The first line of each test case contains ‘N’ denoting the dimensions of the ‘N * N’ matrix.
The next ‘N’ lines contain ‘N’ single space-separated integers denoting the matrix 'MAT’.
Output format:
For each test case, print a single line that contains an integer that denotes the total number of flips made.
Note:
You don't have to print the output it has been taken care of. Just implement the given function.
Constraints:
1 <= T <= 5
0 <= N <= 100
MAT[i][j] = 0 or 1
Where ‘T’ is the number of test cases and ‘N’ is the number of rows and columns of the matrix 'MAT'.
Time limit: 1 sec
Approaches
The main idea is to count the number of 1s in the same row or column as any of the 0 in the given matrix. To do that, we iterate through the matrix with the variable ‘i’ for the row and ‘j’ for the column, and if for any cell ‘MAT’[i][j] = 0, we iterate through the ‘i’th row and ‘j’th column and count the number of 1s in them and mark them as -1 so that we do not revisit them. Finally, we return the ‘COUNT’.
- Take a variable ‘COUNT’ to count the number of bits to be flipped.
- Iterate through the matrix with the variable ‘i’ for row and variable ‘j’ for column and check for each matrix element if ‘MAT’[i][j] is zero.
- If ‘MAT’[i][j] is zero, we iterate in the ‘i'th row and ‘j’th column using a variable ‘k’ and increment the count if ‘MAT’[i][k] or ‘MAT’[k][j] is 1.
- If the above conditions are satisfied, we also mark the cell as -1 to not count it again.
- Finally, we return the ‘COUNT’.
The main idea is to ensure that a particular row or column is already checked, we need not check it again.

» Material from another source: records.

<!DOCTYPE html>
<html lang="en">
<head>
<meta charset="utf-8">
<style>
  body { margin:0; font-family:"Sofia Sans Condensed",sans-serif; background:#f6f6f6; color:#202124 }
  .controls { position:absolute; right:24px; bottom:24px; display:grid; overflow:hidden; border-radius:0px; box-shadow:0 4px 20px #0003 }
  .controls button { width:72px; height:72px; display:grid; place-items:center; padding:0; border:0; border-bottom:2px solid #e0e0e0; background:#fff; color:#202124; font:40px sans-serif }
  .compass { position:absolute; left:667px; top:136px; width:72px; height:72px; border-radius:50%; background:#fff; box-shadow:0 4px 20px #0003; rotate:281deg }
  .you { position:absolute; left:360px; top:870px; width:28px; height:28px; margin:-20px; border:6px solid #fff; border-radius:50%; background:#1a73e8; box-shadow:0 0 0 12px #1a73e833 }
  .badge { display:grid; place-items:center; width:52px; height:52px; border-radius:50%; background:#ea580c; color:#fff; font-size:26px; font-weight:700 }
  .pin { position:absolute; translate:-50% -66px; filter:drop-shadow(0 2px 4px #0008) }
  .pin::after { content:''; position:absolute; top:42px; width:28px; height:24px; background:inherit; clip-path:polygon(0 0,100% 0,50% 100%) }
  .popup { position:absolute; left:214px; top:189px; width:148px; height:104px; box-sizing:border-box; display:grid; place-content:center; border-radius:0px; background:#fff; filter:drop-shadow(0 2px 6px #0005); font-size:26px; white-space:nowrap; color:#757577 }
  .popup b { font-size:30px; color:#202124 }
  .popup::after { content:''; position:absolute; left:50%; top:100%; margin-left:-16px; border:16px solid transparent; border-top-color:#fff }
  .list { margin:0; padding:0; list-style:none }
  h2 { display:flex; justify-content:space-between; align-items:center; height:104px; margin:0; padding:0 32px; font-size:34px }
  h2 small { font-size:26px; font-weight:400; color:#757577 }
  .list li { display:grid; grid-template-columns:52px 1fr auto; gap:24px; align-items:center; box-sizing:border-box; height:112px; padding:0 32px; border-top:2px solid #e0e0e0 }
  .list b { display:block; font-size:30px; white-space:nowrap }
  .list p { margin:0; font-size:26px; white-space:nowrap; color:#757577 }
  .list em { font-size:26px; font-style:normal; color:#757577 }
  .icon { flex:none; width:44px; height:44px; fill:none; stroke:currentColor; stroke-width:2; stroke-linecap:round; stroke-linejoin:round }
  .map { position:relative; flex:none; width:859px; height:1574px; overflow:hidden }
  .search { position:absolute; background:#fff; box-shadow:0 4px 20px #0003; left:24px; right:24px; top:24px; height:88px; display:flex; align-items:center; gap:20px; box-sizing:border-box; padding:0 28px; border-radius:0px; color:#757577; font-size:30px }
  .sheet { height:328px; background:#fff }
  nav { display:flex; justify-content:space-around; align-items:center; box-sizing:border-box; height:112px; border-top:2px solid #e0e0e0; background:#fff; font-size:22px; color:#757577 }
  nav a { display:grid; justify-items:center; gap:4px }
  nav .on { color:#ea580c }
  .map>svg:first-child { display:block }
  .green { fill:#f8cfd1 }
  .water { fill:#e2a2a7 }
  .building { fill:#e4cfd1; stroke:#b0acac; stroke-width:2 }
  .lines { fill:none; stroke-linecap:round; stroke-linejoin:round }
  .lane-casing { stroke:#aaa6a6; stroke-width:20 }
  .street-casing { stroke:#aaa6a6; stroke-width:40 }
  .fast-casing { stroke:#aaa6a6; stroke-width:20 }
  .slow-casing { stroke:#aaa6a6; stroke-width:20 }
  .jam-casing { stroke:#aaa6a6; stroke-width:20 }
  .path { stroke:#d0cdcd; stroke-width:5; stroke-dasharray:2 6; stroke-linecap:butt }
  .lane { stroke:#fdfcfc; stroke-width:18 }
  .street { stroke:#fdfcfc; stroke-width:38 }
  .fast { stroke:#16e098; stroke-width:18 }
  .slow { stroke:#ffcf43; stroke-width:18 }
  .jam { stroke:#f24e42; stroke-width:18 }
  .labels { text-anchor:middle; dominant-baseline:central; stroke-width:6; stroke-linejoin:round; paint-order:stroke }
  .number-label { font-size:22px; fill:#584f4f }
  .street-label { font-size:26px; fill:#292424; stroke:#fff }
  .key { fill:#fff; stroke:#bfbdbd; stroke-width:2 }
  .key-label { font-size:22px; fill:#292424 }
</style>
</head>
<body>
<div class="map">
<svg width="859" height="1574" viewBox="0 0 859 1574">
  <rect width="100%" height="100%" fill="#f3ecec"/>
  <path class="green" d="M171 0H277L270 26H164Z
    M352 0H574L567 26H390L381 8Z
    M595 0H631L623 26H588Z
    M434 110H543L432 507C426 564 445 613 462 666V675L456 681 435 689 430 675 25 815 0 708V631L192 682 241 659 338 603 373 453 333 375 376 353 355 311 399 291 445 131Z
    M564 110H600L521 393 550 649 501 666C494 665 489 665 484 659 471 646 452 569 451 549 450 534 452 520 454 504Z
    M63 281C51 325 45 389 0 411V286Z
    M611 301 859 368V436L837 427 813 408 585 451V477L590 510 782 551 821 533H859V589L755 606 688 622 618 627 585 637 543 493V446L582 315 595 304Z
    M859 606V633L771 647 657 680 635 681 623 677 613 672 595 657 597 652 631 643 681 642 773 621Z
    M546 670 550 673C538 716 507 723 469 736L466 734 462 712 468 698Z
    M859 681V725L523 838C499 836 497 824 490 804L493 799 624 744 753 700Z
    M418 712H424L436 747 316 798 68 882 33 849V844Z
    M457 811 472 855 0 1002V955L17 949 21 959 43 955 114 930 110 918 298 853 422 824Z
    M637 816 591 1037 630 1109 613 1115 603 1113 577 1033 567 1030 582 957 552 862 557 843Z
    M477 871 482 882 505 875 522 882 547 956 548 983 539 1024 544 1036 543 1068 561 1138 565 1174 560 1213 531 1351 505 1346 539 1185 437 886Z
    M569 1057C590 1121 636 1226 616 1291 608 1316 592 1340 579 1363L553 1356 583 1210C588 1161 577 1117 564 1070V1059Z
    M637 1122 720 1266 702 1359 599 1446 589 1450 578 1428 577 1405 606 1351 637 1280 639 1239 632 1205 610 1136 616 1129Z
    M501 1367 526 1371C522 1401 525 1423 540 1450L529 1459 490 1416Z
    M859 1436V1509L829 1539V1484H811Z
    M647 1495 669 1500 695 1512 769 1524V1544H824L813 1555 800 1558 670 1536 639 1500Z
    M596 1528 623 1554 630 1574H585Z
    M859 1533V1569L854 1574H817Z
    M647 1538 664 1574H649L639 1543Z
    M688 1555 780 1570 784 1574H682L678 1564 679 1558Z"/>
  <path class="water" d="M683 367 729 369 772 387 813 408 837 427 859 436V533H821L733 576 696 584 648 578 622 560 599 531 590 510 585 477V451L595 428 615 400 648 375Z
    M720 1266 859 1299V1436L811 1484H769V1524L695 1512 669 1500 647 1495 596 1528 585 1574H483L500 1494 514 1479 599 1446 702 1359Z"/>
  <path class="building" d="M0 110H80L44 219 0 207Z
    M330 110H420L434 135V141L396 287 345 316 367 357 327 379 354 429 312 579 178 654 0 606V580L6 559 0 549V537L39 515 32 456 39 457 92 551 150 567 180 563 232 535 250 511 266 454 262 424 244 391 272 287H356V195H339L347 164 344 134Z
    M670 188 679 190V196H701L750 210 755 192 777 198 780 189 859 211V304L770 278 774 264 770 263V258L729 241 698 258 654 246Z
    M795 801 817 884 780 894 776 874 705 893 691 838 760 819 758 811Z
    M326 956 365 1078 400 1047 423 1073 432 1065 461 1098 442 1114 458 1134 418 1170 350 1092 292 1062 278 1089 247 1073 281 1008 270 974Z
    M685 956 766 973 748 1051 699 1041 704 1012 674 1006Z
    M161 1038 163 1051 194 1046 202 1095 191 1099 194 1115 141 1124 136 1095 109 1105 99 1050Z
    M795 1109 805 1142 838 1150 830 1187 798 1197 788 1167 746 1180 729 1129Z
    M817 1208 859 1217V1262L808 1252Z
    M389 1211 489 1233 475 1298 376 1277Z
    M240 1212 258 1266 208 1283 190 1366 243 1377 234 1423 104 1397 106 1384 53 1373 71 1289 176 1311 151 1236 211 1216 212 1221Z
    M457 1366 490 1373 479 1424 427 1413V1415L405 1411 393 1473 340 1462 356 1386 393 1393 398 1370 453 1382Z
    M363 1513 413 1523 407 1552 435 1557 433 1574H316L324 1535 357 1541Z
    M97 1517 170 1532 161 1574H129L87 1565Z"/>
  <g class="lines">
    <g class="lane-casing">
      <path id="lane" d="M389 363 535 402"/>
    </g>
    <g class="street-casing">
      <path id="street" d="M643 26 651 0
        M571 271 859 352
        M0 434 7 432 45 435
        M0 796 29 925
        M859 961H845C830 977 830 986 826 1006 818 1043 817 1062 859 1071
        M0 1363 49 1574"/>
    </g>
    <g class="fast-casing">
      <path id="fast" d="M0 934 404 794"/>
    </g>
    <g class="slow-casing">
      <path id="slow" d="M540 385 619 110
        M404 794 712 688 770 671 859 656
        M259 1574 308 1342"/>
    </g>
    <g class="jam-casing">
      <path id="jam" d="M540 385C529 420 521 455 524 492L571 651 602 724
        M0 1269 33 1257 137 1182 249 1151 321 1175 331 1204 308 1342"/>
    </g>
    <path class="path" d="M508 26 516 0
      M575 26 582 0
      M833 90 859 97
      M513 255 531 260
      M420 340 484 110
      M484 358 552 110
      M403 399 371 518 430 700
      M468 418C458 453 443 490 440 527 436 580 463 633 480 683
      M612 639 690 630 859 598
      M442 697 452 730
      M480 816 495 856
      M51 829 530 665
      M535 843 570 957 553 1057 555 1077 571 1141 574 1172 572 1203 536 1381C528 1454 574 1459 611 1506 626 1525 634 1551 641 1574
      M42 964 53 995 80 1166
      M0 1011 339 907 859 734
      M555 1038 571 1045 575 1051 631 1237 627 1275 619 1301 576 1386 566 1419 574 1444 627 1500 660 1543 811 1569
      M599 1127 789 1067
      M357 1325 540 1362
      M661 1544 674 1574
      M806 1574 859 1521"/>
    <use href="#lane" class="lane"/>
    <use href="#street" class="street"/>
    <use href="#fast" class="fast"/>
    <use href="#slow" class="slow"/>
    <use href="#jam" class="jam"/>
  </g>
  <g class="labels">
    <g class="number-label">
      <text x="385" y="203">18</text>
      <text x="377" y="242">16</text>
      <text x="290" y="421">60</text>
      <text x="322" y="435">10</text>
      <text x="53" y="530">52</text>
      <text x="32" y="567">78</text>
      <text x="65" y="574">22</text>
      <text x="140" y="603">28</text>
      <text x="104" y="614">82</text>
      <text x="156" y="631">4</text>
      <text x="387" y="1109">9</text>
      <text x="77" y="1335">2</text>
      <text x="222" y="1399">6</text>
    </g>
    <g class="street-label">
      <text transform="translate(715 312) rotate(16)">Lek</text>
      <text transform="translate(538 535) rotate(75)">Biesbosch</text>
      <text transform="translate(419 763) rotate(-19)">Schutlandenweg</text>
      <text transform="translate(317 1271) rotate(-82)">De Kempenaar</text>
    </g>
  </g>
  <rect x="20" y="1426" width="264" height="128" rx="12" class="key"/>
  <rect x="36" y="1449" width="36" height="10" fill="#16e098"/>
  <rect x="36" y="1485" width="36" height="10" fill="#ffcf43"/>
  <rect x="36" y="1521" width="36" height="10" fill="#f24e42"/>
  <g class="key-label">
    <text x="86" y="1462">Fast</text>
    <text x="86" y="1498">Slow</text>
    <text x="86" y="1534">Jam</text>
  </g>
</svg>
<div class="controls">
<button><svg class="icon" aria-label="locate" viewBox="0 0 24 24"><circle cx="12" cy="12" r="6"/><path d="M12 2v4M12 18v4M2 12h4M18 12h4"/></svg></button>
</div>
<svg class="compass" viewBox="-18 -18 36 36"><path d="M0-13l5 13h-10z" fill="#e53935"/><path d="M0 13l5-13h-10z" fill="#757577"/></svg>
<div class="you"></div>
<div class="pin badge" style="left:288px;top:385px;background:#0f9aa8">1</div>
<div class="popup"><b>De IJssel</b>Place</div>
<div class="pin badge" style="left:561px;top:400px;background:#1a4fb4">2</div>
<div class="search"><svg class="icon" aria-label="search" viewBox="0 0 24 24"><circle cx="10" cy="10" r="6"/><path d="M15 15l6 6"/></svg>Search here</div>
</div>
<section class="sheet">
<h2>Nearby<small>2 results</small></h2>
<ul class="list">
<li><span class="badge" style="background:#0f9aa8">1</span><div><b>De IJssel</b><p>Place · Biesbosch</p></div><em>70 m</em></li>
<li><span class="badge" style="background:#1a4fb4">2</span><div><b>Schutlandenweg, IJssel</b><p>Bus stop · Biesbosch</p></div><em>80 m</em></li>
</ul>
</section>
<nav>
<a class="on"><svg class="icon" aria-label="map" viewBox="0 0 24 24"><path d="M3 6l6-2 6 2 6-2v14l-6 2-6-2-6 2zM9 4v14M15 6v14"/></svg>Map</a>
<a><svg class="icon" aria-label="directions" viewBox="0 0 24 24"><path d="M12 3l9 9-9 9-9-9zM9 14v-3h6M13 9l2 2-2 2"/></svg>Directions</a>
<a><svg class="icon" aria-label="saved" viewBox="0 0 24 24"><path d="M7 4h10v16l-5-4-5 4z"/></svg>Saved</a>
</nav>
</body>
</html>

We can do this by maintaining a visited array for rows and columns and checking every time we encounter a ‘0’ that if its row or column is already visited then we need not check it again.
Keeping the above idea in mind, we can have the following approach:
- Make two arrays ‘VISITED_ROW’ and ‘VISITED_COL’ each of size ‘N’ to store if any particular row is already checked or not, where ‘N’ is the number of rows and number of columns.
- Then we traverse the matrix and store the position of the zeroes in an array of pairs.
- We traverse the vector and for each element if the element is a ‘0’ we add its row and column position as a pair in the array.
- Then we traverse the array with the position of zeroes and for each element of the array, we check if columns and rows are visited or not.
- If not visited, we traverse the particular row or column and check the number of 1s in the column or row and increment the count and replace the 1 with -1 so we do not count it again.
- Finally, we return the ‘COUNT’.
The main idea is to calculate the number of zeros in the matrix, the number of rows that have zero, and the number of columns that have zeros.
Then the final answer = (ROWS * N) + ((N - ROWS) * COLS) - ZEROES.
- Maintain three variables ‘ZEROS’, ‘ROWS’,’ COL’ which represent the number of zeros in the matrix, the number of rows that have zero, and a number of columns that have zeros respectively.
- Loop through the matrix to calculate the ‘ZEROS’, ‘ROWS’, ‘COLS’.
- Then the final answer is stored in ‘RES’.
- ‘RES’ = (‘ROWS’ * ‘N’) + ((‘N’ - ‘ROWS’) * ‘COLS) - ‘ZEROS’.
- Return ‘RES’ as the final answer.